= Beginning of Section =

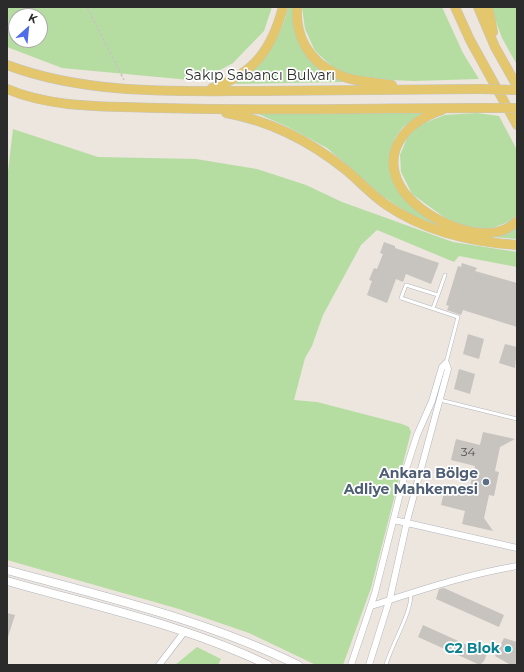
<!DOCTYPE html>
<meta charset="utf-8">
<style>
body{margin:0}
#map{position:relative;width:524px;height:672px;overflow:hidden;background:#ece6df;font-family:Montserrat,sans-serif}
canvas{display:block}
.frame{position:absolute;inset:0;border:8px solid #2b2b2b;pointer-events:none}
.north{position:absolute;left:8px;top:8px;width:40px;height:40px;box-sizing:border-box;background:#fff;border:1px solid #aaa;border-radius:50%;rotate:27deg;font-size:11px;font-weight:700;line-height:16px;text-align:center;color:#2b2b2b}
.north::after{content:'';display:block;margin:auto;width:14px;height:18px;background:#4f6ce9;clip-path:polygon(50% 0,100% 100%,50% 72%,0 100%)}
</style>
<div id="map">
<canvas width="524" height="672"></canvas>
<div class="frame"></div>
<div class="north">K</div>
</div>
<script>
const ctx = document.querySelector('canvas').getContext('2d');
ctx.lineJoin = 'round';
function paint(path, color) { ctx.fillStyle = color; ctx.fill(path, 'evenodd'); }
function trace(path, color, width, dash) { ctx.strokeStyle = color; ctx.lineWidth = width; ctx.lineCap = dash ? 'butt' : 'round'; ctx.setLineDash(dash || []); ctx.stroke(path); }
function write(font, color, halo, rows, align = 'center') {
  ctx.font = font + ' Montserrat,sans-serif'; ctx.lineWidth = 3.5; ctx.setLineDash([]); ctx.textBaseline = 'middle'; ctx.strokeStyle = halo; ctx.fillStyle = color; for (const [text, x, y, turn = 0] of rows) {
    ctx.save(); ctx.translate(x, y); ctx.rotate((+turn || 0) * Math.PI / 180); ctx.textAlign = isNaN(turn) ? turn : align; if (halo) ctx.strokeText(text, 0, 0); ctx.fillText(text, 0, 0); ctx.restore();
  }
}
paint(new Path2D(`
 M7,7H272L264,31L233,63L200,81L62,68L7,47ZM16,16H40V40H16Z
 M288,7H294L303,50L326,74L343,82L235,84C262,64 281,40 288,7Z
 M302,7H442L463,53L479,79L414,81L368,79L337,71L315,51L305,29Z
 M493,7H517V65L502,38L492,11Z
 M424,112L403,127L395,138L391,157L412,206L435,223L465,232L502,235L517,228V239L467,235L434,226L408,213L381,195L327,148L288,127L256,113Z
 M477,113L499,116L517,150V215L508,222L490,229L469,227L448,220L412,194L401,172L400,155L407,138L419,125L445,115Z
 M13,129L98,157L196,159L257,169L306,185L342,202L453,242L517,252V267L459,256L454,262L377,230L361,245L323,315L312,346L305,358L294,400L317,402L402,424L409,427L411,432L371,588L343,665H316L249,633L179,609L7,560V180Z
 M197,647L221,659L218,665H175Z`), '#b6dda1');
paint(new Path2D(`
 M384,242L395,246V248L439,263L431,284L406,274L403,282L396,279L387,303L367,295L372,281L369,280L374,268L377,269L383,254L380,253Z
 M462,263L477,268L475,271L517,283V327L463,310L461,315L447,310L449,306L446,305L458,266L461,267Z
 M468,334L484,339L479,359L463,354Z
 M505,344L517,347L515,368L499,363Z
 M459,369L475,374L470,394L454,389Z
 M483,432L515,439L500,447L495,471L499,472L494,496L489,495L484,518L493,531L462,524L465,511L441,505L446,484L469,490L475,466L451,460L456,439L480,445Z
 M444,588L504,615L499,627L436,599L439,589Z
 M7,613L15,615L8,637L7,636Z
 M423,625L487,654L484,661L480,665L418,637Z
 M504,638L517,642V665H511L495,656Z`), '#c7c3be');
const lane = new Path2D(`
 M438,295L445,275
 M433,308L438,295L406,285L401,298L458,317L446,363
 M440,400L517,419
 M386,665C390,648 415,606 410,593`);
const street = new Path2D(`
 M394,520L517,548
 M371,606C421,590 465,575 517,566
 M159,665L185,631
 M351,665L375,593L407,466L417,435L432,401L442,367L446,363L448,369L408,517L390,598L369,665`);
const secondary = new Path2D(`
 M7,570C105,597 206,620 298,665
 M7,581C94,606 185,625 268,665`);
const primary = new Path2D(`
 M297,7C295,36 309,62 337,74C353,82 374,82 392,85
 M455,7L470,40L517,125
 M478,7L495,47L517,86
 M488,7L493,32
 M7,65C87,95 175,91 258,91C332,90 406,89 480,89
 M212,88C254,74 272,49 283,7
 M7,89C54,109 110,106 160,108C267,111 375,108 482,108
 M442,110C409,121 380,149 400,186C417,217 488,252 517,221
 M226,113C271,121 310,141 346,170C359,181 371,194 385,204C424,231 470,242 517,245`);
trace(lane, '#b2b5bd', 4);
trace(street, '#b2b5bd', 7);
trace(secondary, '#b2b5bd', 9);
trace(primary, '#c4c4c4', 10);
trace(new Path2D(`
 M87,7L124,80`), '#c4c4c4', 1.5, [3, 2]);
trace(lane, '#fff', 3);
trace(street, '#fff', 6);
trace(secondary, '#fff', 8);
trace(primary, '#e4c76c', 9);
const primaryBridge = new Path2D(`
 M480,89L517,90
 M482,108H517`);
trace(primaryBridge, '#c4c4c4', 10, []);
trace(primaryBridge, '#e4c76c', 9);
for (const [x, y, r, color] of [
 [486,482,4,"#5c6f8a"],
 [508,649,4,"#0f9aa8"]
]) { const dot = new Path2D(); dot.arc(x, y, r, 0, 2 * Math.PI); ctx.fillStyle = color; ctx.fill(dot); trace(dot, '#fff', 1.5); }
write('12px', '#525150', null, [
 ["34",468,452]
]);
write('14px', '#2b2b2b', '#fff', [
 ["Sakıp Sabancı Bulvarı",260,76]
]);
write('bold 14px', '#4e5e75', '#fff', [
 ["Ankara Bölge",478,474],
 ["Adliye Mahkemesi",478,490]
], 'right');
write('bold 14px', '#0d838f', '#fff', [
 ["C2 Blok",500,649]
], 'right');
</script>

= End of Section =
= Beginning of Section =

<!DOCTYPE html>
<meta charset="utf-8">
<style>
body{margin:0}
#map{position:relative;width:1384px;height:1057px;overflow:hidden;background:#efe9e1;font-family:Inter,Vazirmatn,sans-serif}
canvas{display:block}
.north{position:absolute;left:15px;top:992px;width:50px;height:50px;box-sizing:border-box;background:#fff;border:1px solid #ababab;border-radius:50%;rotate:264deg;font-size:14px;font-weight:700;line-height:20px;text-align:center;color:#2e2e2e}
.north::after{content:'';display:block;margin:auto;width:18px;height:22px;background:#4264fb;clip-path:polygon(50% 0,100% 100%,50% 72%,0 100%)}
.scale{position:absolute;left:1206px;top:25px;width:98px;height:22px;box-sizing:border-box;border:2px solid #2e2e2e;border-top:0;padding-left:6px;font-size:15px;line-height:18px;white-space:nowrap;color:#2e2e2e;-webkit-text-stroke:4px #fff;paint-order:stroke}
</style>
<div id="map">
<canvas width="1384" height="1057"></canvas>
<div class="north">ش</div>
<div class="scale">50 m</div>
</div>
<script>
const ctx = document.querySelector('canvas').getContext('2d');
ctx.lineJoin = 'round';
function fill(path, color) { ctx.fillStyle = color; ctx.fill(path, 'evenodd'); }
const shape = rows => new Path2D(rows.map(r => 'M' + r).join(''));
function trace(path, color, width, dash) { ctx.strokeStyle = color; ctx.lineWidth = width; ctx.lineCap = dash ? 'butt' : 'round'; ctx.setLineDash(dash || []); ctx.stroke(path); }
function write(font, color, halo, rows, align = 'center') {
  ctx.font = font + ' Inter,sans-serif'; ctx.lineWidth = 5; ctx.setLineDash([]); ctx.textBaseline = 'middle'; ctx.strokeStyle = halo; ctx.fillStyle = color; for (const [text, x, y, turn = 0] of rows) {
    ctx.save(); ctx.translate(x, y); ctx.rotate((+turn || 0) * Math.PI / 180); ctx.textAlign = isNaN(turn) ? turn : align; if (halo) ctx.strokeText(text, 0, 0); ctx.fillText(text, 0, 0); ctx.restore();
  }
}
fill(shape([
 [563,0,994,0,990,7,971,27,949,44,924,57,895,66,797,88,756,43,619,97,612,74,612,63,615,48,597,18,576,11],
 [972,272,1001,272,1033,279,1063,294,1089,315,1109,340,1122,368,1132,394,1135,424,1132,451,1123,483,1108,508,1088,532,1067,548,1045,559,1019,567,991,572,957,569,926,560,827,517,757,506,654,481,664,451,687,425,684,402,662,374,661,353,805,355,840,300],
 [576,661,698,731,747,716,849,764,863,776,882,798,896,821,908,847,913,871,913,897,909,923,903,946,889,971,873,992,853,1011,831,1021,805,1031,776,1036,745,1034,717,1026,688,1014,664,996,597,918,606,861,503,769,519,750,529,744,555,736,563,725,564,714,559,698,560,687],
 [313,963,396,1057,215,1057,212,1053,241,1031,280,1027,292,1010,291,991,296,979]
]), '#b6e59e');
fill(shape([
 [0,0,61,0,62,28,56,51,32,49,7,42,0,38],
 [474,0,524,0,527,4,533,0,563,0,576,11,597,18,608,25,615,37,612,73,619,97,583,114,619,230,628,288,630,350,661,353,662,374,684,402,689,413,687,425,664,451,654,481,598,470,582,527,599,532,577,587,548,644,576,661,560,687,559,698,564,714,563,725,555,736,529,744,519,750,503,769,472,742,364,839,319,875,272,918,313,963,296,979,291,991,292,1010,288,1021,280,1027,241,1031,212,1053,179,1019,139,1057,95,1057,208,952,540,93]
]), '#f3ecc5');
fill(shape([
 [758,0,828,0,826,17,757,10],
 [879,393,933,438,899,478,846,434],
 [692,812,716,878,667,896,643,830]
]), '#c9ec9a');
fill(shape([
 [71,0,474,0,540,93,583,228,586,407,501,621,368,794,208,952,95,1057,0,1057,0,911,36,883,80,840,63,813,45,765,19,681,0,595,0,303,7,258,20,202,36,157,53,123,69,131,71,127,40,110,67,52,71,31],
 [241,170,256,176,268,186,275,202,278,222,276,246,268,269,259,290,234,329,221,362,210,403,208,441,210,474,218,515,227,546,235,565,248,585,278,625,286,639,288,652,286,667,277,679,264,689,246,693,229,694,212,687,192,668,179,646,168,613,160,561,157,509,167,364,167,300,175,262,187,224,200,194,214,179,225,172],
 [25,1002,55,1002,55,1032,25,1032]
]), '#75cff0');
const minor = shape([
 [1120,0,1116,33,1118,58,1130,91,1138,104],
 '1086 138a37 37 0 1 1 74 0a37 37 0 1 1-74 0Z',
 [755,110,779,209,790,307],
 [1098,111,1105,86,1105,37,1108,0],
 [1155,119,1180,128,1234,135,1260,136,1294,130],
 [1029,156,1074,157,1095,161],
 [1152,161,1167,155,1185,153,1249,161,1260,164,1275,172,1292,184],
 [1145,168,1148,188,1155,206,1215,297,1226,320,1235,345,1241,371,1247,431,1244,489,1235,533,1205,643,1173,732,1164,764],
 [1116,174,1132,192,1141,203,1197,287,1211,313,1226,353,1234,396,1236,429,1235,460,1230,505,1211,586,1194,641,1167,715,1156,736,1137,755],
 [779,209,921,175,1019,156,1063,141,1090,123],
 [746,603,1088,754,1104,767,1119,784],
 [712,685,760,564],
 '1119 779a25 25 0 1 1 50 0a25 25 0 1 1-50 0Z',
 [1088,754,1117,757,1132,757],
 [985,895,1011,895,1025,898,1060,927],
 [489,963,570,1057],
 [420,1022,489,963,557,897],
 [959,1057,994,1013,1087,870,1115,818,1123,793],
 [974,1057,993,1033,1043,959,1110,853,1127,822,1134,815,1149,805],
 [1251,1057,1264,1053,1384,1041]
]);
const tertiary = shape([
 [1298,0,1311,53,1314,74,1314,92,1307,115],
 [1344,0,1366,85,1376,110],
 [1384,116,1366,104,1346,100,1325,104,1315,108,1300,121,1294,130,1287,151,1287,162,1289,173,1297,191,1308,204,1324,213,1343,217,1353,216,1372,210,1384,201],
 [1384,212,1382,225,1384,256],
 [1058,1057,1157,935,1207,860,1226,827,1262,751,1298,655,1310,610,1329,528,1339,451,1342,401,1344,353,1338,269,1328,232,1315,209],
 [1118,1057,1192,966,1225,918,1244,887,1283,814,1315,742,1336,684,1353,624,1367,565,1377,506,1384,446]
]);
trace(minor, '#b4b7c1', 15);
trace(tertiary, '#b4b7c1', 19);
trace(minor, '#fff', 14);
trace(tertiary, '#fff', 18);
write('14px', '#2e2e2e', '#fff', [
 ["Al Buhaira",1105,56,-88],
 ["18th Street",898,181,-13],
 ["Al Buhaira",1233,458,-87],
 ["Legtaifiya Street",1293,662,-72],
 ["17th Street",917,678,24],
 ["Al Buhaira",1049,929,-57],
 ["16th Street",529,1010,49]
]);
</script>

= End of Section =
= Beginning of Section =

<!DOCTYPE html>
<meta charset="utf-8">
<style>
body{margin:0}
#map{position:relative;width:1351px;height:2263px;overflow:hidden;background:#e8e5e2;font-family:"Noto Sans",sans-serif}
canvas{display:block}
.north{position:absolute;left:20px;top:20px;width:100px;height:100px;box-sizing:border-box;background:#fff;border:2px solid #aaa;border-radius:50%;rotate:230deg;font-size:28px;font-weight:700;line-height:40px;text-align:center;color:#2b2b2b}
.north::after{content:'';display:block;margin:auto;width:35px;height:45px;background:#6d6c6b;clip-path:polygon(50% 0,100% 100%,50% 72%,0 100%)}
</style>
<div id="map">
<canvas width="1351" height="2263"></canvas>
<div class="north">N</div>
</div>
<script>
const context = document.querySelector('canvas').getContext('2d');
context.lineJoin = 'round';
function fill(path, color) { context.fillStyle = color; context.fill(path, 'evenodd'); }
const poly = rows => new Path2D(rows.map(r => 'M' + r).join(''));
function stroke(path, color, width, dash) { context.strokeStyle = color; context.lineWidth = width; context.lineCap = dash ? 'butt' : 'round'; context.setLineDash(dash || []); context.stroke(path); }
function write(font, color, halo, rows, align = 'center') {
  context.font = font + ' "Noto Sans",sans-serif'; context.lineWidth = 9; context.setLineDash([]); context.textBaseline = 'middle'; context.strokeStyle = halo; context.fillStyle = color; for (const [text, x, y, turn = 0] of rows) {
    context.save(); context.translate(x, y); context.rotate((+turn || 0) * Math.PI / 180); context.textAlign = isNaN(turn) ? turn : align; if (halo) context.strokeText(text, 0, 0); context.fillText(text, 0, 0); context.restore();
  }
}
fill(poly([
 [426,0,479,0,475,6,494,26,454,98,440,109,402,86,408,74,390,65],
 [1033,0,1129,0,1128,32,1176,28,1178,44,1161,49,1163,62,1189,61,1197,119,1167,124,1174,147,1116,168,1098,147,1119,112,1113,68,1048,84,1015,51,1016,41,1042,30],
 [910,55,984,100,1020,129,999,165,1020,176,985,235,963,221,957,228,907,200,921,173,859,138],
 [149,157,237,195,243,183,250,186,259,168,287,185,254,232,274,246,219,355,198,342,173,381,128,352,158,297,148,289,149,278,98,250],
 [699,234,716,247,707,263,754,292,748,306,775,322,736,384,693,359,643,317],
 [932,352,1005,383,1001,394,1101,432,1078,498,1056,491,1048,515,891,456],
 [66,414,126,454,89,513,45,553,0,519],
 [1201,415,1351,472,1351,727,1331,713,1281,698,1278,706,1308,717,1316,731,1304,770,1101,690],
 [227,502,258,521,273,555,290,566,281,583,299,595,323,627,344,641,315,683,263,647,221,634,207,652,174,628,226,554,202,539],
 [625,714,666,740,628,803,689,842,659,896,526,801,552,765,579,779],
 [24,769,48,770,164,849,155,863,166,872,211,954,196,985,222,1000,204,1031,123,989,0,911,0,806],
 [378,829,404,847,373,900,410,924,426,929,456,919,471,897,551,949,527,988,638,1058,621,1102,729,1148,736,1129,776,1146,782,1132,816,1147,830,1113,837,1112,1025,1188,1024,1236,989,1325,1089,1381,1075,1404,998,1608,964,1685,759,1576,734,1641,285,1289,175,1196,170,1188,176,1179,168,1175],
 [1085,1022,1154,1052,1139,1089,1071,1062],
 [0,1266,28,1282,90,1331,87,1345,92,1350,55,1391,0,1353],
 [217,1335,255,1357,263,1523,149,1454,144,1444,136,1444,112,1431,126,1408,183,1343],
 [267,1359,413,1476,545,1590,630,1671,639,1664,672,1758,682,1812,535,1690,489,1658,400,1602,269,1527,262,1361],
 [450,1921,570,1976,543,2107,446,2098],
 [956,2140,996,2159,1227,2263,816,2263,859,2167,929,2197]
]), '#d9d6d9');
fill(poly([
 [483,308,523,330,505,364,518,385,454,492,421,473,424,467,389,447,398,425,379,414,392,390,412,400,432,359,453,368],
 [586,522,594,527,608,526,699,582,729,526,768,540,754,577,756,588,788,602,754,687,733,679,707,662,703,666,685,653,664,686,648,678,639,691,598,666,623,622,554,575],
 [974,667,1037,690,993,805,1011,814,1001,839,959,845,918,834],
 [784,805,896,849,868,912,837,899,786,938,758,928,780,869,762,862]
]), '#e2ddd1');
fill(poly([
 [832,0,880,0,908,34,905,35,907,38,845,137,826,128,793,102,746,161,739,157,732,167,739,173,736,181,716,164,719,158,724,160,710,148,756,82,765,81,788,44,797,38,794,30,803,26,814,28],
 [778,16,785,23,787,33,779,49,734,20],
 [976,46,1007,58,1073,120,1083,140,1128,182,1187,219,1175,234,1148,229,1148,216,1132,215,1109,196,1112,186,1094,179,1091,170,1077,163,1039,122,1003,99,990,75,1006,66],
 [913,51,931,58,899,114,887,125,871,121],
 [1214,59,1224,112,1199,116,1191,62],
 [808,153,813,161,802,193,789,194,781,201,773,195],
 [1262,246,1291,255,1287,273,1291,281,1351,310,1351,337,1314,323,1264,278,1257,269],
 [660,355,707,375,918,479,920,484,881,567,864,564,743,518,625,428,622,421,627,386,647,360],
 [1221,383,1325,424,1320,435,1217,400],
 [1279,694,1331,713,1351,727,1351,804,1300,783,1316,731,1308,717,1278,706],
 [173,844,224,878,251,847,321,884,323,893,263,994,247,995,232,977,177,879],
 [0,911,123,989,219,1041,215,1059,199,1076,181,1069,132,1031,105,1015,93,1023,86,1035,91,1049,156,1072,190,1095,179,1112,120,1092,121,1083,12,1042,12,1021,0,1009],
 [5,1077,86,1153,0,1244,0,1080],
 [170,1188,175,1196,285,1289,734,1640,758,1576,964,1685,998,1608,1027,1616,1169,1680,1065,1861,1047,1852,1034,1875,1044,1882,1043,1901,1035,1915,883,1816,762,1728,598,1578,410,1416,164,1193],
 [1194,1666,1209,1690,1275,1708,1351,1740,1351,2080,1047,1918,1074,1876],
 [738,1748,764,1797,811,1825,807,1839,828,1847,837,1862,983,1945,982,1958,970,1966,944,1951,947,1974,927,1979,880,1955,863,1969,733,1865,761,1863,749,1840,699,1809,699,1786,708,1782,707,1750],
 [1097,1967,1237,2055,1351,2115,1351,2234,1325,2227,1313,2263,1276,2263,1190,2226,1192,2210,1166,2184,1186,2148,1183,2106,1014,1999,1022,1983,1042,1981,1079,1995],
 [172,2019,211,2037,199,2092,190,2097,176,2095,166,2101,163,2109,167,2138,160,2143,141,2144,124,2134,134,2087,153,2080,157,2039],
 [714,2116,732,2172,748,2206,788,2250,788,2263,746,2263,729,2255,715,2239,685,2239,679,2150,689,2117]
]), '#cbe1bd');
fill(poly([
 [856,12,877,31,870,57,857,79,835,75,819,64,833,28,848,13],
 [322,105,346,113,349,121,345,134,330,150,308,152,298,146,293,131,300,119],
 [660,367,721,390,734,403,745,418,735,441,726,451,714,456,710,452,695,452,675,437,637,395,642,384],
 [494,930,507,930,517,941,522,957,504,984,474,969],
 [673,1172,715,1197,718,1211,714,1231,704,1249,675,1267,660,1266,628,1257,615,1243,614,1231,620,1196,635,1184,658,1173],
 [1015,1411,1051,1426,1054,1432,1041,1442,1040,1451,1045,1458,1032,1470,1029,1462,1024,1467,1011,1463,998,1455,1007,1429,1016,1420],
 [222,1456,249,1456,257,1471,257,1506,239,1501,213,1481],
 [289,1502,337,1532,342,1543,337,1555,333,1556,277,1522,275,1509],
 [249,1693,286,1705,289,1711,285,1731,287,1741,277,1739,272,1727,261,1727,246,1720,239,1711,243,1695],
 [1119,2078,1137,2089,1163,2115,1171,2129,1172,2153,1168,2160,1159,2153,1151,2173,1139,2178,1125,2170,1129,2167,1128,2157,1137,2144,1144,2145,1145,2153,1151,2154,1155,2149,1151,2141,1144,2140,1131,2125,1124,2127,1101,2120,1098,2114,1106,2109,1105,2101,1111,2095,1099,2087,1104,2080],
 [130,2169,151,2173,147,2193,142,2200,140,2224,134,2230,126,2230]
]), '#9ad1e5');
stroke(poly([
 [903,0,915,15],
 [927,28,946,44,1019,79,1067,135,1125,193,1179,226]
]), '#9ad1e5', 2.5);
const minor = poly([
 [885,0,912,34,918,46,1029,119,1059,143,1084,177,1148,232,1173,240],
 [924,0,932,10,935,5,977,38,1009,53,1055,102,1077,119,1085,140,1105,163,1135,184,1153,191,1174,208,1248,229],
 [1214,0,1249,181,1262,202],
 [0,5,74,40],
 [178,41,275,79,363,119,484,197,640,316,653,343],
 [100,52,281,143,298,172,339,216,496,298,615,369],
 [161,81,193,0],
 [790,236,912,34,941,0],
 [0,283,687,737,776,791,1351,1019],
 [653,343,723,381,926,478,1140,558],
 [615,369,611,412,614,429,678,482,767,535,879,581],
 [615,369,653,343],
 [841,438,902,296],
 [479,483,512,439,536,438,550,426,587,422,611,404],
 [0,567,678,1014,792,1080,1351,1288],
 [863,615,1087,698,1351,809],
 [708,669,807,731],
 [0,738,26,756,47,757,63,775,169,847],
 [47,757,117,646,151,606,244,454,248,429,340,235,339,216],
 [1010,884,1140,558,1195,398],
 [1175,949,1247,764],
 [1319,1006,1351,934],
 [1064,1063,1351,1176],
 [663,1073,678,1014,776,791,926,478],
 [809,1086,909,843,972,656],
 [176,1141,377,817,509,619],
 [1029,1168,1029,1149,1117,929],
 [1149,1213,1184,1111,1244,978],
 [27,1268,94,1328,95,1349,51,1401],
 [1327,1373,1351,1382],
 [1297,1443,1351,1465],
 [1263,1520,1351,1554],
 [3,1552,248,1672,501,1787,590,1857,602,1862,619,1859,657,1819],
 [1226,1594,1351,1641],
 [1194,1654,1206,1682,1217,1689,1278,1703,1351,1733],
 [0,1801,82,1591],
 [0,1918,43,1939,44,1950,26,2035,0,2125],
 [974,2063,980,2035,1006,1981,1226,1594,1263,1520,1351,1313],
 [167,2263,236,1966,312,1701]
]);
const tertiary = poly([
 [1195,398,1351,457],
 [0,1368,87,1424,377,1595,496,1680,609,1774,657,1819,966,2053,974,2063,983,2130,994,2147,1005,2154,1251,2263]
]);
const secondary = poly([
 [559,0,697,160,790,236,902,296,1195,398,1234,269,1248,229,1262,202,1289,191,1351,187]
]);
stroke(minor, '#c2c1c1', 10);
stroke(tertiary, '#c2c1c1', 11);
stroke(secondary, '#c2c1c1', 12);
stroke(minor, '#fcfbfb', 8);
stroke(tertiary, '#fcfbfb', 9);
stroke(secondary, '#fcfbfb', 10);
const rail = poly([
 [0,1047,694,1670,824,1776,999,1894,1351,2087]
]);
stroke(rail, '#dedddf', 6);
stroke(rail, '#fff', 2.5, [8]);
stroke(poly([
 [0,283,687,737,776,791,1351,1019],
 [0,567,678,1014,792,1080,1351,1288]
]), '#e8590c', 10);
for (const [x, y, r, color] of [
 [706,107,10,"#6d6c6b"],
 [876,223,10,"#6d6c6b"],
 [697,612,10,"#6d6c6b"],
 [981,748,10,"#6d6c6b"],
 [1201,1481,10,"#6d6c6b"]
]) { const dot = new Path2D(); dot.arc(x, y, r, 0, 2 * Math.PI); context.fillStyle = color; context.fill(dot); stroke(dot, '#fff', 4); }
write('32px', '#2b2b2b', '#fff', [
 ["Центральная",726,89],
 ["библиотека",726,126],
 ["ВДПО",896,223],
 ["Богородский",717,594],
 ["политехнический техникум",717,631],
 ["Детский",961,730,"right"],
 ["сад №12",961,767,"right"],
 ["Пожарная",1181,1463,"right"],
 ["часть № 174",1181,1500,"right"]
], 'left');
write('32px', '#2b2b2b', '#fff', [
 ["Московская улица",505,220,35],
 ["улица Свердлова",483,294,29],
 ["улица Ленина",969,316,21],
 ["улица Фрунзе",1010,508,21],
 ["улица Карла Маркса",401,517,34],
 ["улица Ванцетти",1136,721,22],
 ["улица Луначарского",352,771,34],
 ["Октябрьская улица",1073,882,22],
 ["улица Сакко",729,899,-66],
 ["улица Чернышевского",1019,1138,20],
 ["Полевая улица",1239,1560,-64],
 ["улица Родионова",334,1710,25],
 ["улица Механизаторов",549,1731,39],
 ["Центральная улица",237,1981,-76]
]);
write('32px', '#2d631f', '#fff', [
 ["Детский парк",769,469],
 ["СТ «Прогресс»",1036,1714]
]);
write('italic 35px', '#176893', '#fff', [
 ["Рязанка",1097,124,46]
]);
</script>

= End of Section =

PROBLEM REQUIREMENTS =
In the data above, start at the line that has "M288,7H294L303,50L326,74L343,82L235,84C262,64 281,40 288,7Z", stop after the line that has "M442,110C409,121 380,149 400,186C417,217", and print every line in between exactly as it stands.

TASK RESPONSE =
 M288,7H294L303,50L326,74L343,82L235,84C262,64 281,40 288,7Z
 M302,7H442L463,53L479,79L414,81L368,79L337,71L315,51L305,29Z
 M493,7H517V65L502,38L492,11Z
 M424,112L403,127L395,138L391,157L412,206L435,223L465,232L502,235L517,228V239L467,235L434,226L408,213L381,195L327,148L288,127L256,113Z
 M477,113L499,116L517,150V215L508,222L490,229L469,227L448,220L412,194L401,172L400,155L407,138L419,125L445,115Z
 M13,129L98,157L196,159L257,169L306,185L342,202L453,242L517,252V267L459,256L454,262L377,230L361,245L323,315L312,346L305,358L294,400L317,402L402,424L409,427L411,432L371,588L343,665H316L249,633L179,609L7,560V180Z
 M197,647L221,659L218,665H175Z`), '#b6dda1');
paint(new Path2D(`
 M384,242L395,246V248L439,263L431,284L406,274L403,282L396,279L387,303L367,295L372,281L369,280L374,268L377,269L383,254L380,253Z
 M462,263L477,268L475,271L517,283V327L463,310L461,315L447,310L449,306L446,305L458,266L461,267Z
 M468,334L484,339L479,359L463,354Z
 M505,344L517,347L515,368L499,363Z
 M459,369L475,374L470,394L454,389Z
 M483,432L515,439L500,447L495,471L499,472L494,496L489,495L484,518L493,531L462,524L465,511L441,505L446,484L469,490L475,466L451,460L456,439L480,445Z
 M444,588L504,615L499,627L436,599L439,589Z
 M7,613L15,615L8,637L7,636Z
 M423,625L487,654L484,661L480,665L418,637Z
 M504,638L517,642V665H511L495,656Z`), '#c7c3be');
const lane = new Path2D(`
 M438,295L445,275
 M433,308L438,295L406,285L401,298L458,317L446,363
 M440,400L517,419
 M386,665C390,648 415,606 410,593`);
const street = new Path2D(`
 M394,520L517,548
 M371,606C421,590 465,575 517,566
 M159,665L185,631
 M351,665L375,593L407,466L417,435L432,401L442,367L446,363L448,369L408,517L390,598L369,665`);
const secondary = new Path2D(`
 M7,570C105,597 206,620 298,665
 M7,581C94,606 185,625 268,665`);
const primary = new Path2D(`
 M297,7C295,36 309,62 337,74C353,82 374,82 392,85
 M455,7L470,40L517,125
 M478,7L495,47L517,86
 M488,7L493,32
 M7,65C87,95 175,91 258,91C332,90 406,89 480,89
 M212,88C254,74 272,49 283,7
 M7,89C54,109 110,106 160,108C267,111 375,108 482,108
 M442,110C409,121 380,149 400,186C417,217 488,252 517,221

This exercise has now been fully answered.